O presidente Luiz Inácio Lula da Silva assinou, nesta segunda-feira (31), dois decretos que estabelecem novas regras para eventos abertos ao público. As medidas combatem o cambismo digital na venda de ingressos e obrigam organizadores de eventos com mais de mil pessoas a oferecer água potável gratuitamente.
As normas sobre ingressos abrangem shows, festivais e peças de teatro, mas excluem competições esportivas, que seguem a Lei Geral do Esporte. Empresas de venda oficial deverão adotar mecanismos para impedir a compra em massa por robôs e scripts, além de individualizar os bilhetes para evitar falsificações. Nas filas virtuais, o consumidor deve ser informado sobre sua posição e o tempo estimado de espera.
Plataformas de revenda precisarão indicar que não são o canal oficial, informar o valor original do ingresso e retirar anúncios de práticas proibidas. O decreto determina a gratuidade na transferência de titularidade e garante reembolso integral, incluindo taxas, em casos de cancelamento ou adiamento. Cobranças duplicadas ou serviços adicionais incluídos sem consentimento serão considerados abusivos.
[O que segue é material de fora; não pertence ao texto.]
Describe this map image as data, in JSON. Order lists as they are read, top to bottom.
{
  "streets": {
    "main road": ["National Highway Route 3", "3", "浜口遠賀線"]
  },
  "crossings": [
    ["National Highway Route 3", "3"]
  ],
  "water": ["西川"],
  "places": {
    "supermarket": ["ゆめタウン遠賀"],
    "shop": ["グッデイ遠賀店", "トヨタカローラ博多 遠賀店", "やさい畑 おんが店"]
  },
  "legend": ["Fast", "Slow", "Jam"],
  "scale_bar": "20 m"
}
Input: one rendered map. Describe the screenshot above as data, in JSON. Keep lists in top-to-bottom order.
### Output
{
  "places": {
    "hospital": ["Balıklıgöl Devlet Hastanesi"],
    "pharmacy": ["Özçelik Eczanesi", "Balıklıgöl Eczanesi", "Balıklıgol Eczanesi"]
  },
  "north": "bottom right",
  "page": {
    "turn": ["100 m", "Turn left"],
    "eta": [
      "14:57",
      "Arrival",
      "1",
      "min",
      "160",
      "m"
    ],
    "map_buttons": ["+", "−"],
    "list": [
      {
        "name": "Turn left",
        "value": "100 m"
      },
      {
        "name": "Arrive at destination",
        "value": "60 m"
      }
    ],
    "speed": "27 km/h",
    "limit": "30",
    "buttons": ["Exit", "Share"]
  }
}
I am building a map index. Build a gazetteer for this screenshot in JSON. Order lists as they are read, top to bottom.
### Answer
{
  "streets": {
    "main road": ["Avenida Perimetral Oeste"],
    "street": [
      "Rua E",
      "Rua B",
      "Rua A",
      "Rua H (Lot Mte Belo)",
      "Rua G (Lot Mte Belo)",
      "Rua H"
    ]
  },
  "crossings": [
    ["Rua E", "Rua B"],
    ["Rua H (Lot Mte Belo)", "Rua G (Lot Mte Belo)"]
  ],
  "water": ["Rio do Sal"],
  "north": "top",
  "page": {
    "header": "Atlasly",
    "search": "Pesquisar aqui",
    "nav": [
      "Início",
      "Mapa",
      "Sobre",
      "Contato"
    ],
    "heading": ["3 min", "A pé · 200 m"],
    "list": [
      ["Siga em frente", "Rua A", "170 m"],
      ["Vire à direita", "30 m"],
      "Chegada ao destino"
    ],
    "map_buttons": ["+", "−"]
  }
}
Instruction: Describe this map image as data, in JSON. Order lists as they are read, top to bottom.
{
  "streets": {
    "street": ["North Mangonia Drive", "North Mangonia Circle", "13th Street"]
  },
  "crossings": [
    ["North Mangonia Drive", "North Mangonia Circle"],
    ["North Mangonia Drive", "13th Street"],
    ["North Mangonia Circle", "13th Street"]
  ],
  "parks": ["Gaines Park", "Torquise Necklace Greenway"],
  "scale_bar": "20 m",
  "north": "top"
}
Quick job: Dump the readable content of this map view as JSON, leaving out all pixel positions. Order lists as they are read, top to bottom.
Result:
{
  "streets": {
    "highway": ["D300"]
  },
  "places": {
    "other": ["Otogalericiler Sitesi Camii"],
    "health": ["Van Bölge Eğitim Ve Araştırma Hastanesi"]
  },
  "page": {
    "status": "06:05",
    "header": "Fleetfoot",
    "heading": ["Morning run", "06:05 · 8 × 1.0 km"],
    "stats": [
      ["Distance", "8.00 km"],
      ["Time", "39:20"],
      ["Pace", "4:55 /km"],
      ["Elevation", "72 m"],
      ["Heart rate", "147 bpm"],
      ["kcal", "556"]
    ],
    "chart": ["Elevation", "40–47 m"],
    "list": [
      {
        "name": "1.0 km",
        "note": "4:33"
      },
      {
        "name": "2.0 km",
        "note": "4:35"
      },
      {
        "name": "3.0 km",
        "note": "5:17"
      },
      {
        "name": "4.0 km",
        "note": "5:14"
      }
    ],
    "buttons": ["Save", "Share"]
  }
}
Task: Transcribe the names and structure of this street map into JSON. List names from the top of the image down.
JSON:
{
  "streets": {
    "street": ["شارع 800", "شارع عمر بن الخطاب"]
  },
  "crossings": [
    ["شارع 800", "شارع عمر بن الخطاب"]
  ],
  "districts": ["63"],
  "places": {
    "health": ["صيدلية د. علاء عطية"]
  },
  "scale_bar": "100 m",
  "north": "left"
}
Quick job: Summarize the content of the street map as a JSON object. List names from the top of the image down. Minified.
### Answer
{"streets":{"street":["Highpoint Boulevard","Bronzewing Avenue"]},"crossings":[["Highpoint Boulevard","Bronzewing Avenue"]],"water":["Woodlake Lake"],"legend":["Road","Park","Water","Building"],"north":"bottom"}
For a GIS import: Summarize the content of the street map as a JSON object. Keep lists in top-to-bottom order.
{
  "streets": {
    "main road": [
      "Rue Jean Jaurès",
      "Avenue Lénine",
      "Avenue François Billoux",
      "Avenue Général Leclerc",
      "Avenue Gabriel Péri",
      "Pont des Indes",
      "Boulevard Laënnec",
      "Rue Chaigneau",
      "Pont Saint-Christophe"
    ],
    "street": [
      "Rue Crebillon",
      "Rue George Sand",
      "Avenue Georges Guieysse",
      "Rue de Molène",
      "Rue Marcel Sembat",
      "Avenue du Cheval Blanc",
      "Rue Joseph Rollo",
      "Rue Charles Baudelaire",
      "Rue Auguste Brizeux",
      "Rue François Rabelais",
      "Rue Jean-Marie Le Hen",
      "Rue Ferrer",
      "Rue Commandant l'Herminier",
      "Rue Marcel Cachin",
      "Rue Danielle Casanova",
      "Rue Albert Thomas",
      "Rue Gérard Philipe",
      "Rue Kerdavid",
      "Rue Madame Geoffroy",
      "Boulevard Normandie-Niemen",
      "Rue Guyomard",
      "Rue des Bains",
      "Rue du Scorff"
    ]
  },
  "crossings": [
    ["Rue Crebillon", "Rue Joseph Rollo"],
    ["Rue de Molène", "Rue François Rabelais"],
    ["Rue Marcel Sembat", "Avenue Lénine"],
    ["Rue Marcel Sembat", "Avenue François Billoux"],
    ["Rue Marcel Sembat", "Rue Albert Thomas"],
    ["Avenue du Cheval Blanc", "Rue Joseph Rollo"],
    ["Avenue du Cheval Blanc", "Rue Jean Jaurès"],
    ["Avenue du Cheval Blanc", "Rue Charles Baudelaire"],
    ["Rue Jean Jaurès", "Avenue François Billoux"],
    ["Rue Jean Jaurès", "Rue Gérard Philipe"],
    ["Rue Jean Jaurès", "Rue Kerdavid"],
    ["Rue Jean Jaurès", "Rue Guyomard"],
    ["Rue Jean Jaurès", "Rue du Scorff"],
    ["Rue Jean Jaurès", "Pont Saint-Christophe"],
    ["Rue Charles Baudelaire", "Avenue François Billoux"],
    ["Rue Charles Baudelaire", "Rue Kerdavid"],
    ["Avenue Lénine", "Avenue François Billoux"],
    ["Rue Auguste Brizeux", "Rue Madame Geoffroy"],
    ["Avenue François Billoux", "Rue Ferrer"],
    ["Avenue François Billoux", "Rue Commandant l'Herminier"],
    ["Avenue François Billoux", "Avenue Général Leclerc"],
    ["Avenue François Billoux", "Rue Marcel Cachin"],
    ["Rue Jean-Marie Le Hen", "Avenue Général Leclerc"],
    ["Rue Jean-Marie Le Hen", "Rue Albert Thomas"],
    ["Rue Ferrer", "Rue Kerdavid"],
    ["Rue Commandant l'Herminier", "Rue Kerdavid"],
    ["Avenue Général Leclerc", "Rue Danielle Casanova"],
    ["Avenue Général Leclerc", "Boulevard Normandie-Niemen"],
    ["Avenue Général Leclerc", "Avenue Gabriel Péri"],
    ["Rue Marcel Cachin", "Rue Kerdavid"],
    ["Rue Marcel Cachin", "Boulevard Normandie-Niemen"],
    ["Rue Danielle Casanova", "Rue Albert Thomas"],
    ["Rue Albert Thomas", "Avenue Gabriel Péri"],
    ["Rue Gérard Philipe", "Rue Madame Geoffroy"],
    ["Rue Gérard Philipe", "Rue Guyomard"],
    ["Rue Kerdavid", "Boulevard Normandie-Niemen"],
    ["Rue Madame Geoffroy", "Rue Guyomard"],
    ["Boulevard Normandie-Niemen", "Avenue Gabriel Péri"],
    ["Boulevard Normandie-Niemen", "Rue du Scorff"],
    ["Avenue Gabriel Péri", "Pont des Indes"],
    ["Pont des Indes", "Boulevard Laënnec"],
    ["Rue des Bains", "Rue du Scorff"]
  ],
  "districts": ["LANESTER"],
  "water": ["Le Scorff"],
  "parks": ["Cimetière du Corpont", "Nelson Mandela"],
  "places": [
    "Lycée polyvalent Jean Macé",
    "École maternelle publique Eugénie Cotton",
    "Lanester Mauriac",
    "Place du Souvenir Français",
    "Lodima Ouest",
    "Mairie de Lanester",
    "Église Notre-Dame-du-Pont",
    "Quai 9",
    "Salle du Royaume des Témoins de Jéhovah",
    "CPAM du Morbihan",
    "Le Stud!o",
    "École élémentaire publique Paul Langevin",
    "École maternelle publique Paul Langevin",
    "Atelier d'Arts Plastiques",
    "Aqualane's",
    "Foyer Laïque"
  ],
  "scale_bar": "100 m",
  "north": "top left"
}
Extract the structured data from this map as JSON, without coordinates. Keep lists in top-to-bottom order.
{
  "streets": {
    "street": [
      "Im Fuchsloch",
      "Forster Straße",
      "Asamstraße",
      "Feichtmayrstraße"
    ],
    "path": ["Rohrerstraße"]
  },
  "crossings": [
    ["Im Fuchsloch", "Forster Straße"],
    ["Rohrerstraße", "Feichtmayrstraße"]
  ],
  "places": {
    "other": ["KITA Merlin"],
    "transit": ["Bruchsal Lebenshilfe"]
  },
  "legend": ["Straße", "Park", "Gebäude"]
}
Sobre a meia-entrada, as empresas deverão informar a quantidade de ingressos reservados e divulgar o percentual vendido em até 30 dias após o evento. A medida surge após episódios de revendas abusivas em 2023, quando ingressos de R$ 1 mil chegaram a ser ofertados por R$ 12 mil. Um projeto de lei que criminaliza o cambismo aguarda análise do Senado.
O segundo decreto permite a entrada de recipientes pessoais com água e obriga a instalação de bebedouros em eventos com mais de mil participantes. A regra torna permanente uma portaria do Ministério da Justiça editada após a morte de uma jovem de 23 anos por exaustão térmica em um show no Rio de Janeiro, em novembro de 2023.
A obrigação de hidratação gratuita vale para ambientes abertos ou fechados, como feiras e congressos, independentemente de haver bebidas à venda no local. Organizadores podem restringir embalagens de vidro por segurança, mas devem informar as permissões previamente. Órgãos de defesa do consumidor monitorarão os preços da água mineral comercializada.
Segundo o Palácio do Planalto, as regras entram em vigor 30 dias após a publicação. O descumprimento sujeita as empresas às sanções do Código de Defesa do Consumidor.